What is needed: Please return the whole listing. Keep each line exactly the same.

--- Dataset content Enclosed Below ---

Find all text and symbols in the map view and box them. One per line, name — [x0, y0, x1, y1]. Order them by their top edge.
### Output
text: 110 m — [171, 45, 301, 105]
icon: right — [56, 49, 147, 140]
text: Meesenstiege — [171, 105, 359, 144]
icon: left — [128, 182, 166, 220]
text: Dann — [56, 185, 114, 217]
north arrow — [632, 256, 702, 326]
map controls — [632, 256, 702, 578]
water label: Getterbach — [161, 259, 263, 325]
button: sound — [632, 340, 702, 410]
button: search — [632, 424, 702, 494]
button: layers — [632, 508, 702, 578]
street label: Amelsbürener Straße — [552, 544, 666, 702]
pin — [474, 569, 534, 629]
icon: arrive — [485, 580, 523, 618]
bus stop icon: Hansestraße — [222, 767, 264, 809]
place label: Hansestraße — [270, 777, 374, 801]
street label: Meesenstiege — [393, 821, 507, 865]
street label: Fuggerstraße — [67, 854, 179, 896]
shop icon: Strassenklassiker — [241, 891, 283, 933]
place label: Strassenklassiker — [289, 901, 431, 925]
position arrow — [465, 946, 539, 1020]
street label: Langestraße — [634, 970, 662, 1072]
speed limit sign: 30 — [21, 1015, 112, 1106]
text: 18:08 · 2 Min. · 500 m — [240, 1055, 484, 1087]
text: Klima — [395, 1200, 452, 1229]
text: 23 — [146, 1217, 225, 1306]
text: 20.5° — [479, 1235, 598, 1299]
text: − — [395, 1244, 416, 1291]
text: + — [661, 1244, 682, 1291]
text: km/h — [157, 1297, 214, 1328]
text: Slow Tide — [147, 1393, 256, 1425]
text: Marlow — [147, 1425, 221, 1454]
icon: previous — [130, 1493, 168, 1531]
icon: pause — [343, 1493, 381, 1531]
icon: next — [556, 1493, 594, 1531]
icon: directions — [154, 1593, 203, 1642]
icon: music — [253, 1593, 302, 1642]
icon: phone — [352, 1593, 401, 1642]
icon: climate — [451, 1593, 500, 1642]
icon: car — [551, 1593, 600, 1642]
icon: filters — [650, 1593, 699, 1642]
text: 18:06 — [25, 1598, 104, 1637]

--- End of Enclosed Dataset content ---

Response area:
Find all text and symbols in the map view and box them. One per line, name — [x0, y0, x1, y1]. Order them by their top edge.
### Output
text: 110 m — [171, 45, 301, 105]
icon: right — [56, 49, 147, 140]
text: Meesenstiege — [171, 105, 359, 144]
icon: left — [128, 182, 166, 220]
text: Dann — [56, 185, 114, 217]
north arrow — [632, 256, 702, 326]
map controls — [632, 256, 702, 578]
water label: Getterbach — [161, 259, 263, 325]
button: sound — [632, 340, 702, 410]
button: search — [632, 424, 702, 494]
button: layers — [632, 508, 702, 578]
street label: Amelsbürener Straße — [552, 544, 666, 702]
pin — [474, 569, 534, 629]
icon: arrive — [485, 580, 523, 618]
bus stop icon: Hansestraße — [222, 767, 264, 809]
place label: Hansestraße — [270, 777, 374, 801]
street label: Meesenstiege — [393, 821, 507, 865]
street label: Fuggerstraße — [67, 854, 179, 896]
shop icon: Strassenklassiker — [241, 891, 283, 933]
place label: Strassenklassiker — [289, 901, 431, 925]
position arrow — [465, 946, 539, 1020]
street label: Langestraße — [634, 970, 662, 1072]
speed limit sign: 30 — [21, 1015, 112, 1106]
text: 18:08 · 2 Min. · 500 m — [240, 1055, 484, 1087]
text: Klima — [395, 1200, 452, 1229]
text: 23 — [146, 1217, 225, 1306]
text: 20.5° — [479, 1235, 598, 1299]
text: − — [395, 1244, 416, 1291]
text: + — [661, 1244, 682, 1291]
text: km/h — [157, 1297, 214, 1328]
text: Slow Tide — [147, 1393, 256, 1425]
text: Marlow — [147, 1425, 221, 1454]
icon: previous — [130, 1493, 168, 1531]
icon: pause — [343, 1493, 381, 1531]
icon: next — [556, 1493, 594, 1531]
icon: directions — [154, 1593, 203, 1642]
icon: music — [253, 1593, 302, 1642]
icon: phone — [352, 1593, 401, 1642]
icon: climate — [451, 1593, 500, 1642]
icon: car — [551, 1593, 600, 1642]
icon: filters — [650, 1593, 699, 1642]
text: 18:06 — [25, 1598, 104, 1637]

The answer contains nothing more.